I didn’t want to push it up the tiny offramp with these people zipping by – there might be asian drivers eager to run me down! – so I looked for an out.
To my left was the freeway, and certain doom. Straight ahead was the offramp, and near certain doom, along with a long, tiring push uphill to a stoplight without crosswalks or sidewalks. It was already warm, and I was wearing my full suit, which wasn’t designed to be worn while working out or pushing motorcyles uphill.
Behind me was nothing but shoulder and freeway, and so I didn’t even bother looking behind me. You know what they say – you can never go back.
So I looked to my right, and saw that the fence running along the freeway stopped and turned, and left me a nice lane, wide, nearly flat, and well groomed, better than a Roman highway, leading me to safety.
I turned and pushed the bike along the side of the overpass in complete safety, yippee! Even better, it was pretty quiet down there, so I was able to make a few phone calls to people who couldn’t come get me, and I could take pics of the incident for blogging.
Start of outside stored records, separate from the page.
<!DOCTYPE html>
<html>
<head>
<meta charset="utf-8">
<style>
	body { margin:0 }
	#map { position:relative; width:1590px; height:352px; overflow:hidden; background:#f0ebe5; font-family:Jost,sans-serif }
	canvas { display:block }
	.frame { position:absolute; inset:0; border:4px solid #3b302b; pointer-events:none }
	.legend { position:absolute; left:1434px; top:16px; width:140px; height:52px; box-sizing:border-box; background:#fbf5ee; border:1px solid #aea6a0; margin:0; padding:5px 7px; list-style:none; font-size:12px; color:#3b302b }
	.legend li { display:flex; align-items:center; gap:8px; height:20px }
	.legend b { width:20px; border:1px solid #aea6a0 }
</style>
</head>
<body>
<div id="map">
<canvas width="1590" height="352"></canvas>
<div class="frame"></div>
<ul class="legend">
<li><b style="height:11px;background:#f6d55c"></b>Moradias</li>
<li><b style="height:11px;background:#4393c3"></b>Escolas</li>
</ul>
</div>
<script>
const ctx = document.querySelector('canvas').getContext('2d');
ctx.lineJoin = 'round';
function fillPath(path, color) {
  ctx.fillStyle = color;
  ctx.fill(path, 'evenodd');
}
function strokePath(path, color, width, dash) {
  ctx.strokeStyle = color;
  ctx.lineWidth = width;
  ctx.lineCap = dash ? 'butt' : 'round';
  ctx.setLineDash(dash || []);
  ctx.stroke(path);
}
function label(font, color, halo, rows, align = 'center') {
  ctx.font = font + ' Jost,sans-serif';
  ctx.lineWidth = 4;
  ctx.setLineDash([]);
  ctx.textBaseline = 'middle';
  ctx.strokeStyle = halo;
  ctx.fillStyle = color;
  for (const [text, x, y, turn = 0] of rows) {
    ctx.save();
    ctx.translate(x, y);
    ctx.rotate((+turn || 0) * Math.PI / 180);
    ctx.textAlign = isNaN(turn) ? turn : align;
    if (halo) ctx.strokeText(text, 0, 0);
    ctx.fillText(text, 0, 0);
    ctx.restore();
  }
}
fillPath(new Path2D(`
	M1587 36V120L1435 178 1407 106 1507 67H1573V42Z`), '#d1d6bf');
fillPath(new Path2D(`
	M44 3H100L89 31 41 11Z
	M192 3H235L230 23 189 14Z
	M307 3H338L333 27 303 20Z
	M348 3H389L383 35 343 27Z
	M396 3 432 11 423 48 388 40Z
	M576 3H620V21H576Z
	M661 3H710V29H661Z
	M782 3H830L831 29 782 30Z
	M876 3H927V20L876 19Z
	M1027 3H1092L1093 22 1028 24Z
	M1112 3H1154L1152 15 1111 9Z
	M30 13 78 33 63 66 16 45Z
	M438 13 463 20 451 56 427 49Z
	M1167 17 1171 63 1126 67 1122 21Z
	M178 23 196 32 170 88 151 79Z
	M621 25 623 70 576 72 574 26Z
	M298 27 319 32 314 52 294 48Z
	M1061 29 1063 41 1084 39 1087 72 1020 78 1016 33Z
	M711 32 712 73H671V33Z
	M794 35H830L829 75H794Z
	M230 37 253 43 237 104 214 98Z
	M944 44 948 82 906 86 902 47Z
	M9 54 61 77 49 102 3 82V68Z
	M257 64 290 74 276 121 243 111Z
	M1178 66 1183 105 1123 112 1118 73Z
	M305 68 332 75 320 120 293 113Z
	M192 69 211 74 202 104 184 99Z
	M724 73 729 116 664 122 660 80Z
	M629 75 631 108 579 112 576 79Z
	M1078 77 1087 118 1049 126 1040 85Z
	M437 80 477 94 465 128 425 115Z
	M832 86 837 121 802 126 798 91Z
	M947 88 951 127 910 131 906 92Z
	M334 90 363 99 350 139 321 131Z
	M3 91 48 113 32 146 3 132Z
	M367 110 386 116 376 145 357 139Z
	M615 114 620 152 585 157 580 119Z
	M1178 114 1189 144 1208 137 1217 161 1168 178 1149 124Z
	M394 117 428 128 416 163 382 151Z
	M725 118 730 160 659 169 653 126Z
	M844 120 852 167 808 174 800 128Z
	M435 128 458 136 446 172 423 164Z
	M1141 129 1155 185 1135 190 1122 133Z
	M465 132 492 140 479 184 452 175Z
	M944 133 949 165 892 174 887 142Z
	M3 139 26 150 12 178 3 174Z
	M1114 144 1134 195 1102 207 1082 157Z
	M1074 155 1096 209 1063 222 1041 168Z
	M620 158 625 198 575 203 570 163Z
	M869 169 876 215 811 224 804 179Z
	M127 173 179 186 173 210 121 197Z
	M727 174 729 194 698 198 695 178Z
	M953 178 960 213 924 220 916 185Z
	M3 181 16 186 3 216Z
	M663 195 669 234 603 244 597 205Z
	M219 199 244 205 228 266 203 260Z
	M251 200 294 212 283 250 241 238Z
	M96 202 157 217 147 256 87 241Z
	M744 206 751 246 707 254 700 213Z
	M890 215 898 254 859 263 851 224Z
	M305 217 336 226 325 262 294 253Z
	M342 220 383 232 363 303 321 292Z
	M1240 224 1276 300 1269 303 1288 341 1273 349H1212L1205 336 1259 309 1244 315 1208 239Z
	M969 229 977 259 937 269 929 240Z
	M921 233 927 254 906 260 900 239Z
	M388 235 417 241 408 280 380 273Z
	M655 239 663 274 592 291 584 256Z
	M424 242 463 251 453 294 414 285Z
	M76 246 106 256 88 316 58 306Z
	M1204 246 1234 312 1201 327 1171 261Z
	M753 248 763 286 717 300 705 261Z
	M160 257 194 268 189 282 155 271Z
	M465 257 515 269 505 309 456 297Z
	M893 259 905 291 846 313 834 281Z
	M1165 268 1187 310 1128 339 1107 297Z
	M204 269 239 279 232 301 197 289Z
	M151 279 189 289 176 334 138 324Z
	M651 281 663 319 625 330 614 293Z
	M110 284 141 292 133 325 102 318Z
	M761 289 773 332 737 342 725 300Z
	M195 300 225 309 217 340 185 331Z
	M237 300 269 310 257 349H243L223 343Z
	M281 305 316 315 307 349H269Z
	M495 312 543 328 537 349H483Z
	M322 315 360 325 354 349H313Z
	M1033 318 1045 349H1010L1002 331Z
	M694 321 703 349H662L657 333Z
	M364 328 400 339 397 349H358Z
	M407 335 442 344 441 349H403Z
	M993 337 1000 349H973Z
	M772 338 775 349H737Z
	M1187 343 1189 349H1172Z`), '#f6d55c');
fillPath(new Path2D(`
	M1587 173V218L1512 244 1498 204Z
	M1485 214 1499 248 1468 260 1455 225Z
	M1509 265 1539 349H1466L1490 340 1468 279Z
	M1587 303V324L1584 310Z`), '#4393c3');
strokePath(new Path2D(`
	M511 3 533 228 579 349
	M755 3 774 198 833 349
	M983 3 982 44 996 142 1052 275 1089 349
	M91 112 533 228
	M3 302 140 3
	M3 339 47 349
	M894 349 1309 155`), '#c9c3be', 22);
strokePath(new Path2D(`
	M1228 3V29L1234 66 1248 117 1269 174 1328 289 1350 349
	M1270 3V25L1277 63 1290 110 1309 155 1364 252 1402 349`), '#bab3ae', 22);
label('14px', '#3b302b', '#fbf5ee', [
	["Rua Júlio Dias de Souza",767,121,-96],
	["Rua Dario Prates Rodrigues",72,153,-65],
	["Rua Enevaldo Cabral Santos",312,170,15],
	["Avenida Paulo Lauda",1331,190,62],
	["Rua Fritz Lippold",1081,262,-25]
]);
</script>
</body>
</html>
So I eventually got back to work, and retrieved the motorcycle later that night. I haven’t been able to take it to a shop yet, so don’t know how bad the damage is. Hopefully it’s the type that requires me to replace engine parts, and since aftermarket high-performance parts are always less expensive than OEM replacement parts, I might get trapped in souping up the TL, just to get it back on the road.
Oh well, it is what it is.
At least I don’t have to sell it for scrap and get a minivan to make room for the new baby.